Purpose: Differences in resting energy expenditure (REE) between men and women mainly result from sex-related differences in lean body mass (LBM). So far, a little is known about whether REE and LBM are reflected by a distinct human metabolite profile. Therefore, we aimed to identify plasma and urine metabolite patterns that are associated with REE and LBM of healthy subjects.

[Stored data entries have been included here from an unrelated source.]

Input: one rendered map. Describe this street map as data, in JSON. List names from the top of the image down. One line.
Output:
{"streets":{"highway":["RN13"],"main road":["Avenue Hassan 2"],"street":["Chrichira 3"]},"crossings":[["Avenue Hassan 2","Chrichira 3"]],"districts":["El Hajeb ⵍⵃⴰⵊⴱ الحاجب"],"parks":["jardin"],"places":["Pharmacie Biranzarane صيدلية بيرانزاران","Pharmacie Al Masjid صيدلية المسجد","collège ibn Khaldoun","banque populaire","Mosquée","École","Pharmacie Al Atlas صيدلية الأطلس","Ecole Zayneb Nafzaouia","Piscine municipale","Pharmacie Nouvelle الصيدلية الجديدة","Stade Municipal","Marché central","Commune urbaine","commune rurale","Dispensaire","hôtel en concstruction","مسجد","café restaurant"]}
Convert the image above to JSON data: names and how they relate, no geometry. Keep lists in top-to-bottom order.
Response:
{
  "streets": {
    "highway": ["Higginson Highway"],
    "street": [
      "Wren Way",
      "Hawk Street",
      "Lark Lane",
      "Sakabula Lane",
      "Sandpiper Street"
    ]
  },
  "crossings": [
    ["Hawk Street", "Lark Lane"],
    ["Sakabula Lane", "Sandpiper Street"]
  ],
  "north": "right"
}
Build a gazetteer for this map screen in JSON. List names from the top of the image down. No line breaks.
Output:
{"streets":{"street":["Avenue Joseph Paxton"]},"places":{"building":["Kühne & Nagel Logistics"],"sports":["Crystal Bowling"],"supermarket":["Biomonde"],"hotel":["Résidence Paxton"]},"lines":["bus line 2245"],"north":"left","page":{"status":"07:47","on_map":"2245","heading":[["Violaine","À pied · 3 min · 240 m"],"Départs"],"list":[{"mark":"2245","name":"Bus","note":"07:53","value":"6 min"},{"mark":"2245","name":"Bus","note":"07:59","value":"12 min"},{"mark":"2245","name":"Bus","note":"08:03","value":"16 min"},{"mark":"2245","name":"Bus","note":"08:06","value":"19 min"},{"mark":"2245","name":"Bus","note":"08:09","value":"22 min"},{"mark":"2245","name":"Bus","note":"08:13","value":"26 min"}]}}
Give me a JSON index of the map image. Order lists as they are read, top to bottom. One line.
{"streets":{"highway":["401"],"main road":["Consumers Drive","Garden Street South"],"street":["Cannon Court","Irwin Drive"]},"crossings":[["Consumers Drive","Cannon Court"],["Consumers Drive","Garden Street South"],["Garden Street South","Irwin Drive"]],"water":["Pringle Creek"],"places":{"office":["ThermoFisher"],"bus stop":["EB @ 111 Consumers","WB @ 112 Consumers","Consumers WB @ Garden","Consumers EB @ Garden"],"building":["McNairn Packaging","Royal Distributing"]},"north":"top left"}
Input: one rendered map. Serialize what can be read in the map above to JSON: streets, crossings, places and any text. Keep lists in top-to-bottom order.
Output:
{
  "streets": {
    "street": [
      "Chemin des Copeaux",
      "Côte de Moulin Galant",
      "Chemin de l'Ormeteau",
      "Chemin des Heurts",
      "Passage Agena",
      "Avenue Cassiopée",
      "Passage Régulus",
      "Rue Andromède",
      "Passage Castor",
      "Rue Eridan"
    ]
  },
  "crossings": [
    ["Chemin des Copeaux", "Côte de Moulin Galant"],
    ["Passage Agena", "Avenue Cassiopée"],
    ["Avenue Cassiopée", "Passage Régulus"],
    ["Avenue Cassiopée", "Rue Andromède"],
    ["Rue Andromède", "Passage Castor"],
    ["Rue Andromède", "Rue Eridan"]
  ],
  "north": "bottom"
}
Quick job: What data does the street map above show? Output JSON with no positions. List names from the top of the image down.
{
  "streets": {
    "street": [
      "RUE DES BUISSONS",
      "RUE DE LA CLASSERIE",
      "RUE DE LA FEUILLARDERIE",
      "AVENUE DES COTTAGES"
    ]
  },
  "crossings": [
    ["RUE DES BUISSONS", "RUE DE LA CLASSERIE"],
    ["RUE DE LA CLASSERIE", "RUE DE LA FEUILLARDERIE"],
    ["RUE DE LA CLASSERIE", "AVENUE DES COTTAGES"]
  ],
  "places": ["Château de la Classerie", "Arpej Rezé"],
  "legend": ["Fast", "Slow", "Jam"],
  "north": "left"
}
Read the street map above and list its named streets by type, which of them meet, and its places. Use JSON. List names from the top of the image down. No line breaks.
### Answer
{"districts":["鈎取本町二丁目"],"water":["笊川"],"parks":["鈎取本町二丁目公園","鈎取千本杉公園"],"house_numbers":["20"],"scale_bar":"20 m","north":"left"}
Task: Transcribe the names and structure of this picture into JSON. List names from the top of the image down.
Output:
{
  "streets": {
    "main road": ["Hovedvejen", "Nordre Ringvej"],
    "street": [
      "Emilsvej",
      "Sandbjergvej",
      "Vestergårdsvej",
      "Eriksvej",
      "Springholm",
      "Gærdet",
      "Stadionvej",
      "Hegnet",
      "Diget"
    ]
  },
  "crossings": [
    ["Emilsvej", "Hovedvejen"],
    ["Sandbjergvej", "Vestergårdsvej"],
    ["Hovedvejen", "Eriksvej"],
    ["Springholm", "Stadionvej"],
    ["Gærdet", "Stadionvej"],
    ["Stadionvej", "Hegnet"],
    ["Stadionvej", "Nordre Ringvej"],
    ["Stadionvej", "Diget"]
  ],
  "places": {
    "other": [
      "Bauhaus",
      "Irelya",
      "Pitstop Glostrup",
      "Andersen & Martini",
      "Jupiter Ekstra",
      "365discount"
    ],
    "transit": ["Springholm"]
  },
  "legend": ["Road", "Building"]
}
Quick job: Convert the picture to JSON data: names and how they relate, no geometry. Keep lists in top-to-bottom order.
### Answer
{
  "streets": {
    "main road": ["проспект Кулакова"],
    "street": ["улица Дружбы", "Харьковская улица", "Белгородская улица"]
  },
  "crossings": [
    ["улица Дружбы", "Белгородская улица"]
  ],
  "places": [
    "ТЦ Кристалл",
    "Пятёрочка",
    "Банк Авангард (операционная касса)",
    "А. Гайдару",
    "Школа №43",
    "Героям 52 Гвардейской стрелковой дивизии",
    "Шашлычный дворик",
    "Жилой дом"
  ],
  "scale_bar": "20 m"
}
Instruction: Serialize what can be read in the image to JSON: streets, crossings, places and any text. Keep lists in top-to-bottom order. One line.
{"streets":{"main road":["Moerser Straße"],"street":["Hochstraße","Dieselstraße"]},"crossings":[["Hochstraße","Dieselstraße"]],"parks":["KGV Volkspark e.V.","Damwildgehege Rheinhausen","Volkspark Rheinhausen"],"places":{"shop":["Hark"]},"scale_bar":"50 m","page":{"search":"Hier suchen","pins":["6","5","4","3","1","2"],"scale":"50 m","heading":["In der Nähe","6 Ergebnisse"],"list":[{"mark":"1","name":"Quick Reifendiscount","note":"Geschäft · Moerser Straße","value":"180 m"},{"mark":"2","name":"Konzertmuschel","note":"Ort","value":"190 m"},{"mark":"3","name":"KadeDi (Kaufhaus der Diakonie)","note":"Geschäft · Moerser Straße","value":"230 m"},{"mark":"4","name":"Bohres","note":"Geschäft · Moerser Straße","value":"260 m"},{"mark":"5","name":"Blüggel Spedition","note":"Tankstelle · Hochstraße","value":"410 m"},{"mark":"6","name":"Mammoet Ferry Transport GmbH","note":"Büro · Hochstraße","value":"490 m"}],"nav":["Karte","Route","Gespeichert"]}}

Methods: We investigated 301 healthy male and female subjects (18-80 years) under standardized conditions in the cross-sectional KarMeN (Karlsruhe Metabolomics and Nutrition) study. REE was determined by indirect calorimetry and LBM by dual X-ray absorptiometry. Fasting blood and 24 h urine samples were analyzed by targeted and non-targeted metabolomics methods using GC × GC-MS, GC-MS, LC-MS, and NMR. Data were evaluated by predictive modeling of combined data using different machine learning algorithms, namely SVM, glmnet, and PLS.
Results: When evaluating data of men and women combined, we were able to predict REE and LBM with high accuracy (> 90%). This, however, was a clear effect of sex, which is supported by the high degree of overlap in identified important metabolites for LBM, REE, and sex, respectively. The applied machine learning algorithms did not reveal a metabolite pattern predictive of REE or LBM, when analyzing data for men and women, separately.
Conclusions: We could not identify a sex independent predictive metabolite pattern for REE or LBM. REE and LBM have no impact on plasma and urine metabolite profiles in the KarMeN Study participants. Studies applying metabolomics in healthy humans need to consider sex specific data evaluation.
Keywords: Human metabolism; Lean body mass; Metabolite profiles; Metabolomics; Resting energy expenditure; Sex differences.